Einfach mal weggeradelt

Diana Schmidt und Patric Montag passierten auf ihrer Reise auch die Einfahrt zum umstrittenen Kashmir Gebiet/Pakistan. Fotos: Patric Montag

Chemnitzer Paar ist nach Fahrrad-Weltreise zurück in der Heimat

Als Diana Schmidt und Patric Montag am Freitag (7. Juli) mit dem Fahrrad um 16 Uhr in die Paul-Spiegel-Straße einbogen, war die Freude bei Familie und Freunden über die Ankunft der beiden groß. Drei Jahre, 34.000 Kilometer und 20 Länder – das Chemnitzer Pärchen hat es gewagt. Es ist einfach mal so weggeradelt. Immer Richtung Osten. Nach 1.054 Tagen kehrten die beiden nach ihrer Weltreise zurück nach Hause in ihre Heimat. Da, wo sie vor drei Jahren Job (Diana arbeitete als Pädagogin, Patric als Informatiker) und den alltäglichen Ballast hinter sich gelassen haben.
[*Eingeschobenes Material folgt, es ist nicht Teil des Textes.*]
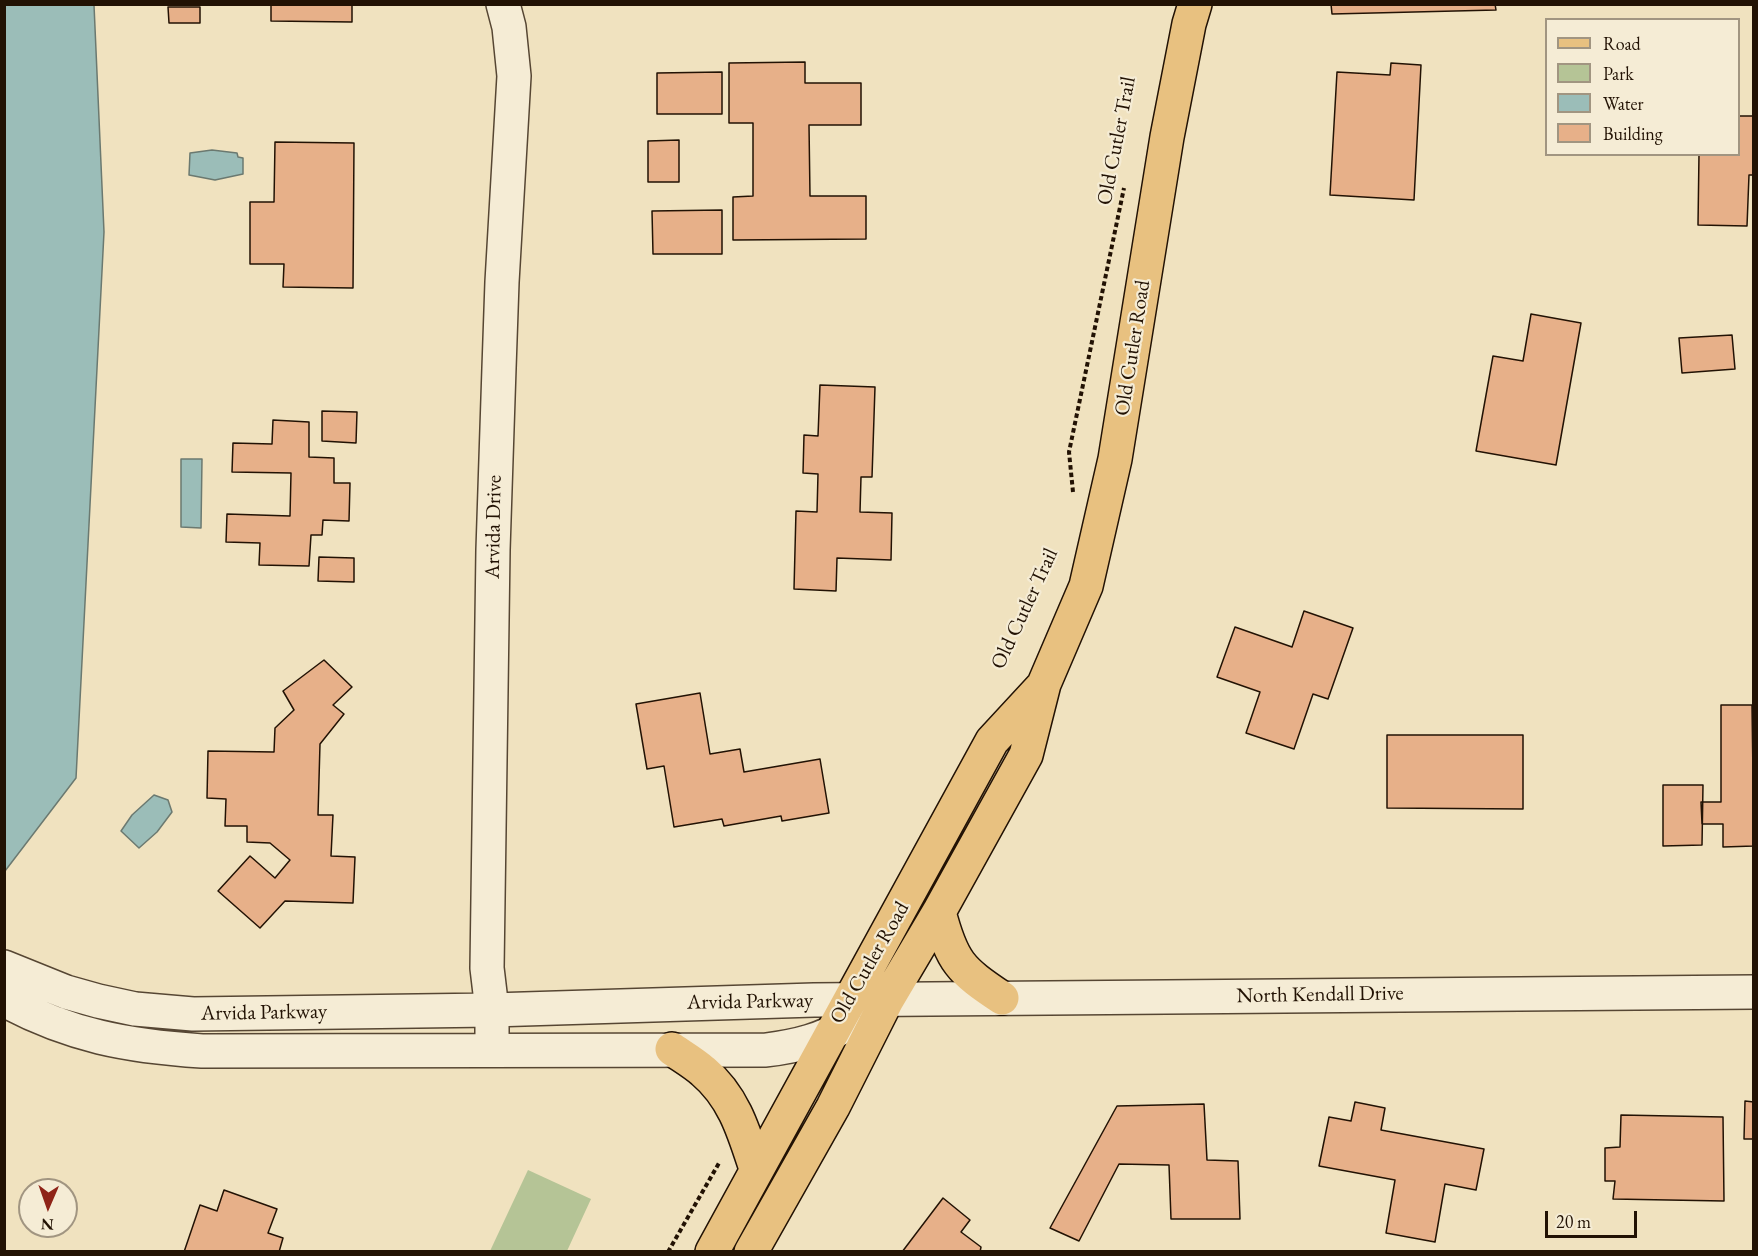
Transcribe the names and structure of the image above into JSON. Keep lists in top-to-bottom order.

„Keine Rechnungen, keine Verpflichtungen, nur die Dinge, welche man wirklich braucht. Alles ist viel simpler und entspannter. Man kann einfach auf Körper und Geist hören.”

Zitat aus dem Reiseblog (www.weggeradelt.de).

Ankunft in Chemnitz – WochenENDspiegel war dabei

Ein emotionaler Moment für alle, die bei der großen Willkommensfeier dabei waren, zu der Patrics Brüder eingeladen hatten, darunter auch sein zweijähriger Neffe Levi, den der 38-Jährige nun endlich kennenlernen durfte. „Er war geboren, da waren die zwei schon weg“, sagt Bruder Christoph Montag, dessen Freude mindestens genauso riesig ist wie das Gepäck an Eindrücken, das die zwei zurückgekehrten Abenteurer auf ihrem Weg von Deutschland über Griechenland bis nach Pakistan und Indien mitgebracht haben. Ihre Erlebnisse der Weltreise erzählen Sie WochenENDspiegel im Gespräch.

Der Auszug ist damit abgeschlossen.